Transcribe exactly the lines from the first line of the records through the line containing "2px #c1ae94) drop-shadow(0", and leave out every picture.

*** Material for this exercise Section Begins ***

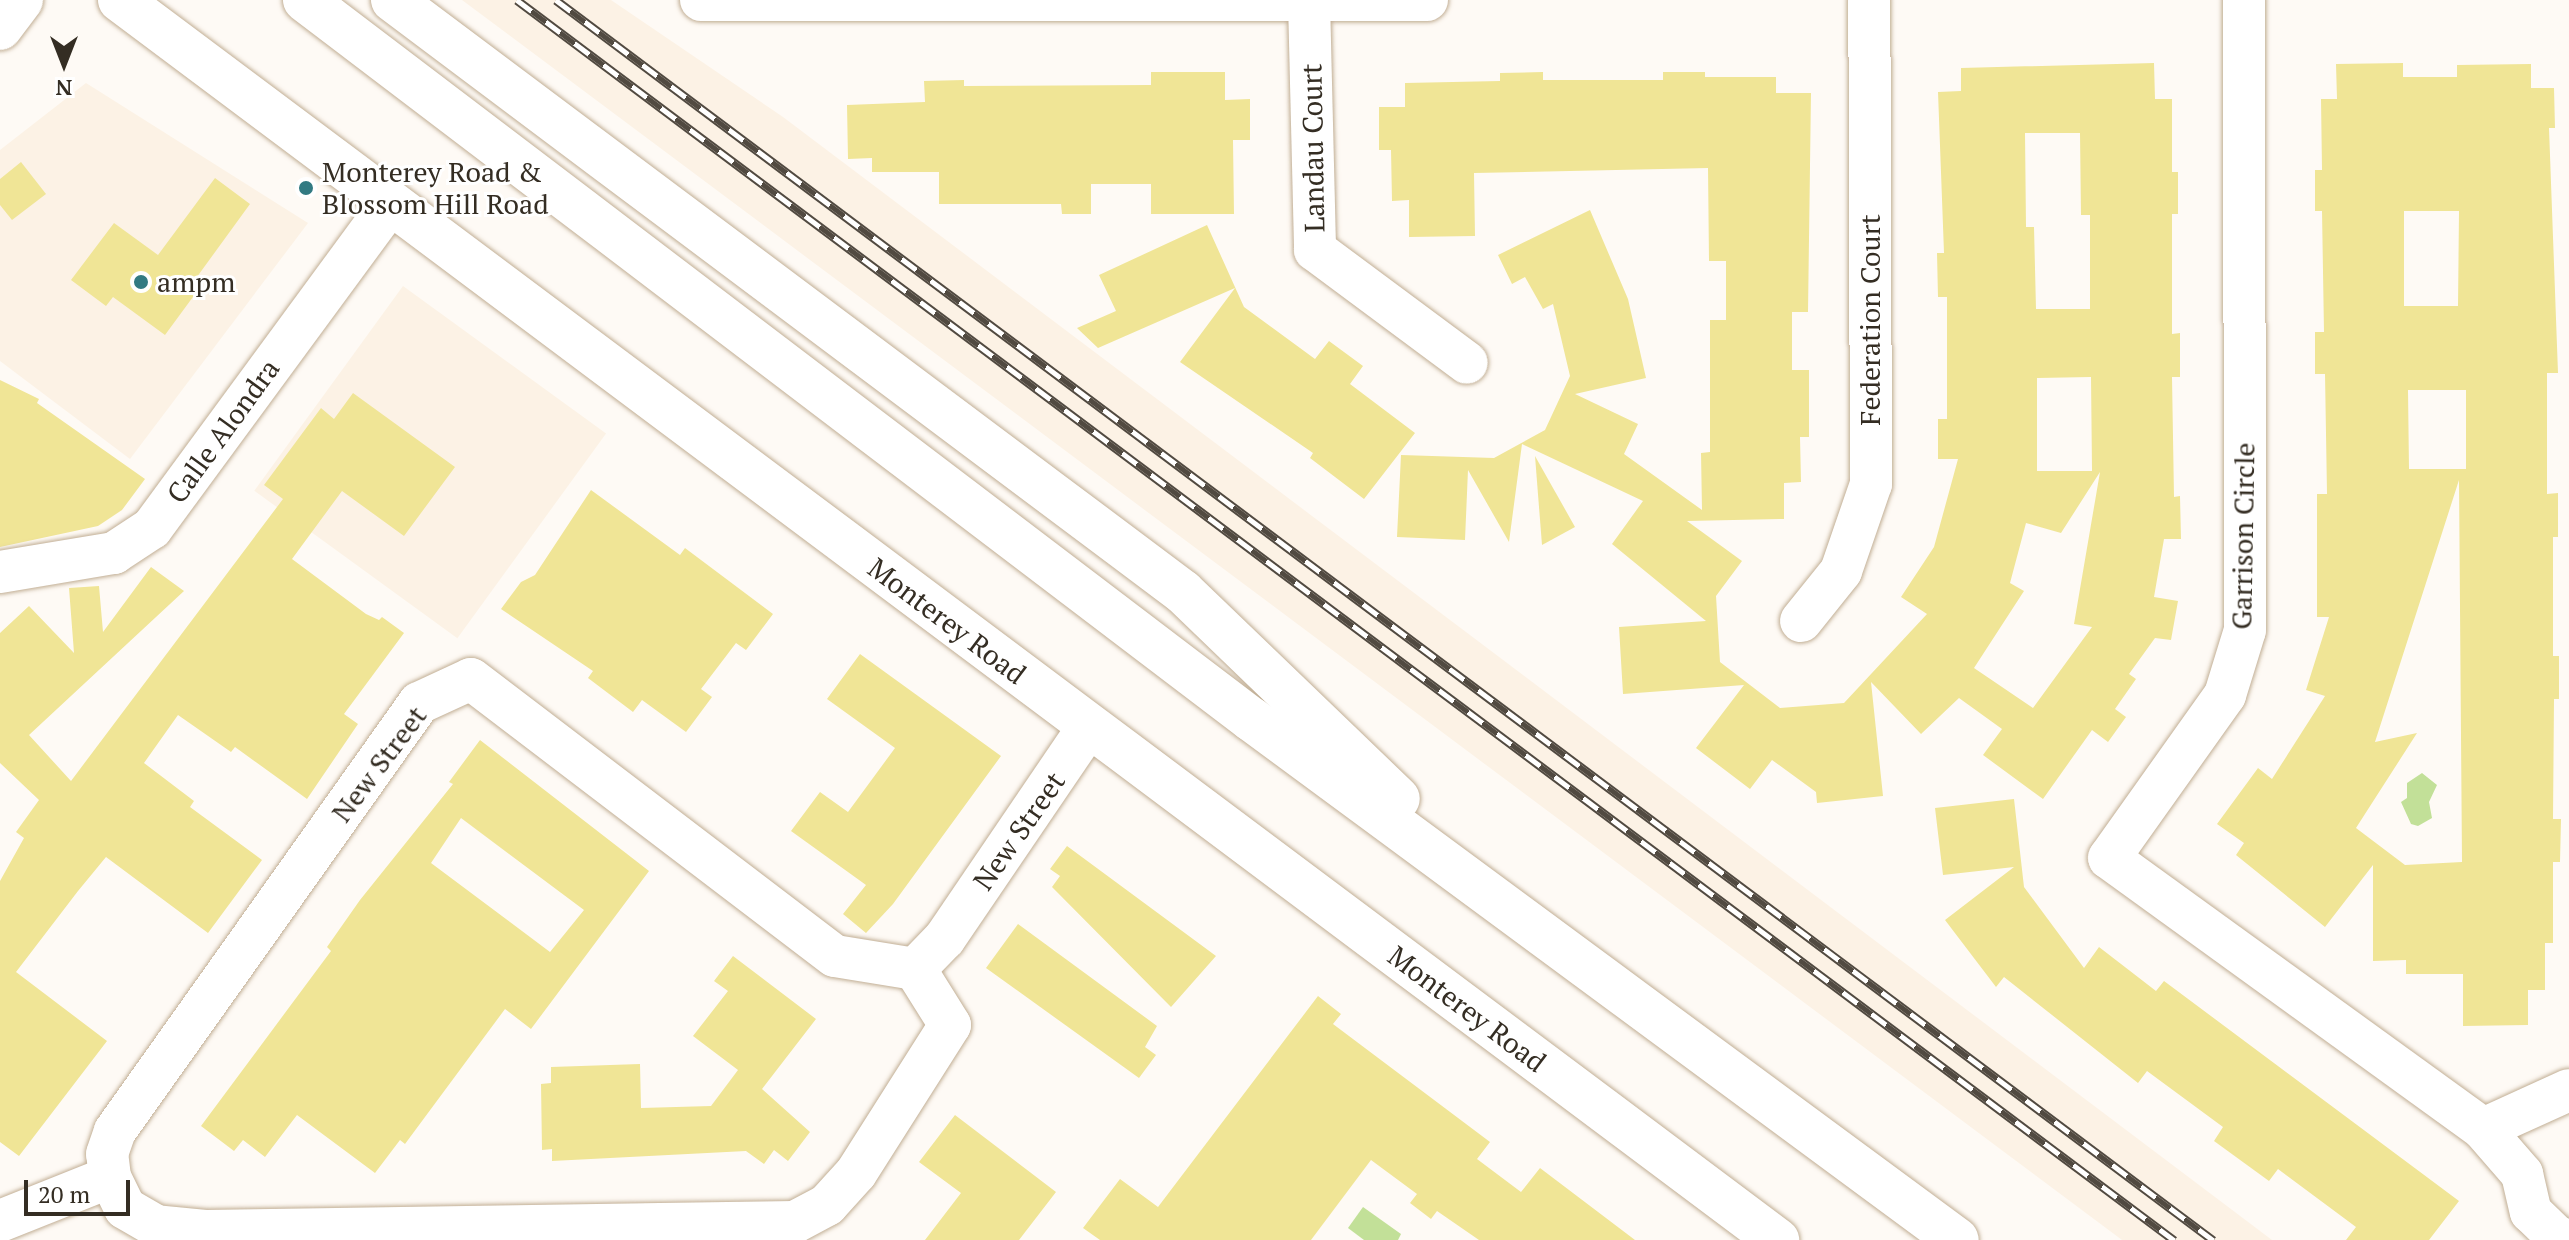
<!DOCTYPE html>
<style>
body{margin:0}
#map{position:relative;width:2569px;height:1240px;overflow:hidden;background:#fefaf5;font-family:"PT Serif",serif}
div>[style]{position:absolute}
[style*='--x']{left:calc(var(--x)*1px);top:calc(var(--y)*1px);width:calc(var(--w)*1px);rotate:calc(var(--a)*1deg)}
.built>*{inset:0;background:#fcf2e5;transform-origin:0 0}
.water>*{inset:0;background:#c2e098}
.building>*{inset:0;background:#f0e596}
.roads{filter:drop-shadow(0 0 2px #c1ae94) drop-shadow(0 0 2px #c1ae94)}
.street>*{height:42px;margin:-21px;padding:0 21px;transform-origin:21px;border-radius:21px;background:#fff}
.primary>*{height:44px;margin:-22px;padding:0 22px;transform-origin:22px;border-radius:22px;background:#fff}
.rail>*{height:9px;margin-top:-4.5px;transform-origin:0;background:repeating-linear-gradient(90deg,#fff 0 18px,#514a41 0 36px);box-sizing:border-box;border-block:2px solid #514a41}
.dots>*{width:22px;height:22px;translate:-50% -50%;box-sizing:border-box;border:4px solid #fff;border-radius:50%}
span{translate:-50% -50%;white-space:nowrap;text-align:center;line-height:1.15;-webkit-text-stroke:6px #fff;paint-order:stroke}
.street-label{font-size:28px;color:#342d23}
.poi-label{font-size:28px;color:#342d23}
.left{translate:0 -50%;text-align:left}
.north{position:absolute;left:24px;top:24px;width:80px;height:80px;-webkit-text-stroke:6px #fff;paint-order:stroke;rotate:180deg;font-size:22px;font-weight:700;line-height:32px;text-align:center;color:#342d23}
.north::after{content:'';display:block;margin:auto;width:28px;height:36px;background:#342d23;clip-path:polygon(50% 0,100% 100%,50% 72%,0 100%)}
.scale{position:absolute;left:24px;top:1180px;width:106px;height:36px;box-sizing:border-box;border:4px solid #342d23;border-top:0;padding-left:10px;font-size:24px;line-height:28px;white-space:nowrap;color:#342d23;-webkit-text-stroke:6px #fff;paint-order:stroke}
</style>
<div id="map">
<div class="built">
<div style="clip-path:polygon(462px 0,611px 0,783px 117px,2272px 1240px,2122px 1240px)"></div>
<div style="clip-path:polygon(86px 83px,308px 223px,130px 459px,0 361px,0 150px)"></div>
<div style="left:403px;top:286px;width:251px;height:253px;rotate:36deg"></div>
</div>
<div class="water">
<div style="clip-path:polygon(2422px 773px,2437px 785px,2429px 802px,2432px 818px,2418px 826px,2411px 824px,2401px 802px,2407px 798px,2407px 783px)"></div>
<div style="clip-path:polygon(1363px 1207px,1401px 1234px,1398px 1240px,1364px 1240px,1348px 1228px)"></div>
</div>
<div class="building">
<div style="clip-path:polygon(evenodd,2154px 63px,2155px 99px,2172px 99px,2172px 172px,2178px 172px,2178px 214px,2172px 214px,2172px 334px,2180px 333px,2180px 377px,2172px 377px,2174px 497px,2180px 496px,2181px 539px,2164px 539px,2154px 597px,2178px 601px,2171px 640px,2155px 638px,2129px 674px,2136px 679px,2115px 709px,2126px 717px,2108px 742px,2092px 730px,2043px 799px,1983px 755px,2002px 729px,1959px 698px,1921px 734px,1871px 682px,1883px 796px,1817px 803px,1816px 792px,1772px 760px,1750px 789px,1696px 748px,1744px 685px,1623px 694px,1619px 627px,1706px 621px,1612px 544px,1643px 501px,1522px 444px,1509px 542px,1468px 470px,1465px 540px,1397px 537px,1401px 455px,1494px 458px,1545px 430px,1570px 376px,1553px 304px,1543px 309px,1525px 277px,1512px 284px,1498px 255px,1590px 210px,1628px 299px,1646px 378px,1575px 394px,1638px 424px,1624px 454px,1702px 510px,1701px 453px,1710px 452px,1710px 320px,1726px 320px,1726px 261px,1709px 261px,1708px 168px,1474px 173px,1475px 236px,1409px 237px,1409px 200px,1392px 201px,1391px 150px,1379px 150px,1379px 107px,1405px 107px,1405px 83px,1500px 81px,1500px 73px,1543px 72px,1543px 80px,1663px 80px,1663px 72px,1705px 72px,1705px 77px,1776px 77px,1776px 93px,1811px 93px,1808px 312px,1792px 312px,1792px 370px,1809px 370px,1809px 437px,1800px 437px,1801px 482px,1784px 483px,1784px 519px,1687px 521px,1742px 561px,1716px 596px,1720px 662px,1780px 708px,1844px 703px,1927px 614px,1901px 597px,1934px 547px,1958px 459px,1938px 459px,1938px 419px,1947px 419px,1947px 297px,1938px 297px,1937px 253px,1944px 253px,1938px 92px,1961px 91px,1961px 68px,2154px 63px,2025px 133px,2080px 133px,2081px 215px,2090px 215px,2090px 309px,2036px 309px,2034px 227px,2026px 227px,2025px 133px,2154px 63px,2091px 377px,2092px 471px,2037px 471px,2037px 378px,2091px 377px,2154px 63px,2100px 472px,2074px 624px,2092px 627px,2033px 708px,1974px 668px,2024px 591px,2010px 583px,2026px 523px,2061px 533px,2100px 472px)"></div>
<div style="clip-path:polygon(evenodd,2403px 63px,2403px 77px,2457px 77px,2457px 65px,2531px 64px,2531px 88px,2554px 88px,2555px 128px,2549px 128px,2558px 373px,2547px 373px,2547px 494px,2558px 493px,2558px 537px,2553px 537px,2553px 656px,2559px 656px,2559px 699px,2554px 699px,2553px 819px,2561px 819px,2560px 862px,2553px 862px,2553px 943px,2545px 943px,2545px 990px,2528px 990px,2528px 1025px,2463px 1026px,2463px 974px,2406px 974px,2406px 960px,2373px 961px,2373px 865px,2325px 927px,2236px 855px,2244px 843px,2217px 824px,2258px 768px,2272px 779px,2325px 696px,2306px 690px,2329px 617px,2317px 617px,2317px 494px,2327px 494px,2325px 374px,2315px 374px,2315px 332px,2324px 332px,2322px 211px,2315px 211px,2315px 170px,2322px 170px,2321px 99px,2337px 99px,2336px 64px,2403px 63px,2404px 211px,2459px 211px,2458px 306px,2404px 306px,2404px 211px,2403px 63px,2408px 390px,2466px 390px,2466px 469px,2409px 469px,2408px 390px,2403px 63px,2459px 480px,2462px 862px,2405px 865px,2356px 828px,2417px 733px,2375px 742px,2459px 480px)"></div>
<div style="clip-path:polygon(1151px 72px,1225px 72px,1225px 100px,1250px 99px,1250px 140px,1233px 140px,1234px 214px,1151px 214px,1151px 184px,1091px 184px,1091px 214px,1062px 214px,1061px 204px,939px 204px,939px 172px,872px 172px,872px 158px,848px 159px,847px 105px,925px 102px,924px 81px,964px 80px,964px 86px,1151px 85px)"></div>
<div style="clip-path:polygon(21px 162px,46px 194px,12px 220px,0 205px,0 179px)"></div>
<div style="clip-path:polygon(215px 178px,250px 204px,194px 281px,201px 286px,165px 335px,113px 297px,106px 306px,71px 280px,114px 223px,158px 255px)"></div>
<div style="clip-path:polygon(1207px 225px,1244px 307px,1315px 359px,1329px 341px,1363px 366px,1350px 384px,1415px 433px,1364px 499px,1310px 458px,1313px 453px,1180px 362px,1235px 288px,1098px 348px,1077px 328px,1116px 311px,1099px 275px)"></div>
<div style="clip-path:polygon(0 380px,39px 399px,37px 403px,145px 479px,122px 510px,98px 526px,0 547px)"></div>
<div style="clip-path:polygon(353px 393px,455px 467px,404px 536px,342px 491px,292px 559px,366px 614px,379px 620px,382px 617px,404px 633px,344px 714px,358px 724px,307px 799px,235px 747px,231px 752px,178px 715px,144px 763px,194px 801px,190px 807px,262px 860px,208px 933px,106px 857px,78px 891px,16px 972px,107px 1041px,19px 1156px,0 1142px,0 881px,24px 838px,16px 832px,39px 800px,0 763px,0 633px,29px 606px,74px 653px,69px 588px,99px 586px,103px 632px,151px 567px,184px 591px,29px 735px,71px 781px,283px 499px,264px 485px,321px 408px,334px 419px)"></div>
<div style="clip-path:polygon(1535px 456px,1575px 527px,1542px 545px)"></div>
<div style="clip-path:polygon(591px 490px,680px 555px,685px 548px,773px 614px,746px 650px,736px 643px,701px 689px,712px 697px,686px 732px,642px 700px,633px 712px,588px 678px,593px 671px,501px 609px,521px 582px,535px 575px)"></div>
<div style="clip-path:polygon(860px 654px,1001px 756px,893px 904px,866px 933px,843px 914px,866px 885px,791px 831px,820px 792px,848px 812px,895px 748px,827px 699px)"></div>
<div style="clip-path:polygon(evenodd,480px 740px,649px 871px,531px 1029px,505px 1009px,405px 1144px,400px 1140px,375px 1173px,297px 1115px,265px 1157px,243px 1140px,234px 1151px,201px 1126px,331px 951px,327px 947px,360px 900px,453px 784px,449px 782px,480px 740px,461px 818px,584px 910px,550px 952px,431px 863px,461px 818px)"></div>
<div style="clip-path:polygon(2014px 799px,2024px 887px,2084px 968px,2099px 947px,2156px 991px,2164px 981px,2459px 1201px,2429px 1240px,2346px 1240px,2356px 1227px,2278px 1169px,2269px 1181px,2214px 1141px,2223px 1127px,2147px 1071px,2138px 1083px,2004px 977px,1996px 987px,1945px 920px,2014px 867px,1943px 875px,1935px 808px)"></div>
<div style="clip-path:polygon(1067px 846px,1216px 956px,1171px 1007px,1052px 887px,1060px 876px,1050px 869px)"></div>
<div style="clip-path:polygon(1018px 924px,1157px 1026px,1145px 1047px,1156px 1055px,1139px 1078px,986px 968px)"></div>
<div style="clip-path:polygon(733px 956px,816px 1019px,762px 1089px,810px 1132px,788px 1161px,774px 1150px,764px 1164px,746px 1151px,552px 1161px,552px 1149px,542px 1150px,541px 1084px,551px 1083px,551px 1067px,640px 1064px,641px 1108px,711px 1106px,738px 1070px,693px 1036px,728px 991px,714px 981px)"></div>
<div style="clip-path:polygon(1318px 996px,1341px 1014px,1333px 1024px,1490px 1142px,1477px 1159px,1521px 1192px,1540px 1168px,1635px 1240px,1479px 1240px,1437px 1211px,1431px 1219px,1410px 1203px,1417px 1194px,1371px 1160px,1311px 1240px,1100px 1240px,1083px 1228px,1120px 1179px,1158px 1207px)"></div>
<div style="clip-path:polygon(955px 1115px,1056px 1192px,1019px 1240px,925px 1240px,961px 1193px,919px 1162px)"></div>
</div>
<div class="roads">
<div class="street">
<div style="--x:701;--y:0;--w:726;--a:0"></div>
<div style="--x:2244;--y:0;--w:630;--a:89.91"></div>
<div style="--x:2245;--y:630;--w:68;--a:107.1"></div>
<div style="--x:2225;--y:695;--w:200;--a:125.4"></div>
<div style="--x:2109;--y:858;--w:462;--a:35.9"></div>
<div style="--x:2483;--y:1129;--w:94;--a:-24.4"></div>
<div style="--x:1309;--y:1;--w:249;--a:88.6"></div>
<div style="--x:1315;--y:250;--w:189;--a:36.6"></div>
<div style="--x:0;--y:572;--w:116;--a:-9.5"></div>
<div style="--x:114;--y:553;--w:45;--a:-33.3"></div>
<div style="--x:152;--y:528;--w:402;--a:-53.7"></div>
<div style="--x:1801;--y:621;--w:64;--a:-51.3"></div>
<div style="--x:1841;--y:571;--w:92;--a:-71"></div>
<div style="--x:1871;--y:484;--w:484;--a:-90.2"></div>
<div style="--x:915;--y:969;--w:66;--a:58"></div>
<div style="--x:950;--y:1025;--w:175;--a:122.4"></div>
<div style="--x:856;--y:1173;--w:43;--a:132.2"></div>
<div style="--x:827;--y:1205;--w:36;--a:152"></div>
<div style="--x:795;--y:1222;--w:590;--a:179.13"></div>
<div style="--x:205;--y:1231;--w:49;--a:-174.2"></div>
<div style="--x:156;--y:1226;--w:36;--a:-150"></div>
<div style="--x:125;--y:1208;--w:34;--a:-116"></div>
<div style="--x:110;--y:1177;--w:23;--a:-97"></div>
<div style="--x:107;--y:1154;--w:24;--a:-71"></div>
<div style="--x:115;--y:1131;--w:525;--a:-54.61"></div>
<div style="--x:419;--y:703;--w:57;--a:-24.8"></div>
<div style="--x:471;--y:679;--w:457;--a:37.3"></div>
<div style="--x:835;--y:956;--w:81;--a:9.2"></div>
<div style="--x:915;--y:969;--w:43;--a:-45.9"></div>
<div style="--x:945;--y:938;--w:256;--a:-55.8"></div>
<div style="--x:2483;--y:1129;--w:60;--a:49.1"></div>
<div style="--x:2522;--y:1174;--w:39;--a:77"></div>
<div style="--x:2531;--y:1212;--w:36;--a:44"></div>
<div style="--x:2557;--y:1237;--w:10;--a:17"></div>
<div style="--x:0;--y:1221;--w:118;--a:-21.8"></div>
</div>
<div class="primary">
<div style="--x:120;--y:0;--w:2070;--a:36.81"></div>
<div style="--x:305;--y:0;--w:1188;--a:37.24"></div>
<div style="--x:1251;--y:719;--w:877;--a:36.43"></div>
<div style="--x:393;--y:0;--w:987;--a:36.85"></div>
<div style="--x:1183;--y:592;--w:298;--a:43.9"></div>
<div style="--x:0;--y:28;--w:35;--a:-53"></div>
</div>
</div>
<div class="rail">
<div style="--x:517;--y:0;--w:2070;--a:36.81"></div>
<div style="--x:556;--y:0;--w:2070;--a:36.81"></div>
</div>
<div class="dots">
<div style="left:306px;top:188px;background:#327a82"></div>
<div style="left:141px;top:282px;background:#327a82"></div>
</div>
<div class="street-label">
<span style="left:1313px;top:148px;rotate:-91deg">Landau Court</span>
<span style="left:1870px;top:320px;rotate:-90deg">Federation Court</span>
<span style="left:223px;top:431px;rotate:-54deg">Calle Alondra</span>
<span style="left:2243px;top:536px;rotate:-89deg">Garrison Circle</span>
<span style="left:947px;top:621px;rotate:37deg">Monterey Road</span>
<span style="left:379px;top:764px;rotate:-53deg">New Street</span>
<span style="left:1019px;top:831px;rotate:-55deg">New Street</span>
<span style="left:1467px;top:1009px;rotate:37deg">Monterey Road</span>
</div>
<div class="poi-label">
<span class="left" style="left:322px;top:188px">Monterey Road &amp;<br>Blossom Hill Road</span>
<span class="left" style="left:157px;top:282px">ampm</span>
</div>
<div class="north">N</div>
<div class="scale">20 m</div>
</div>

*** Material for this exercise Section Ends ***

→ **Final answer**:
<!DOCTYPE html>
<style>
body{margin:0}
#map{position:relative;width:2569px;height:1240px;overflow:hidden;background:#fefaf5;font-family:"PT Serif",serif}
div>[style]{position:absolute}
[style*='--x']{left:calc(var(--x)*1px);top:calc(var(--y)*1px);width:calc(var(--w)*1px);rotate:calc(var(--a)*1deg)}
.built>*{inset:0;background:#fcf2e5;transform-origin:0 0}
.water>*{inset:0;background:#c2e098}
.building>*{inset:0;background:#f0e596}
.roads{filter:drop-shadow(0 0 2px #c1ae94) drop-shadow(0 0 2px #c1ae94)}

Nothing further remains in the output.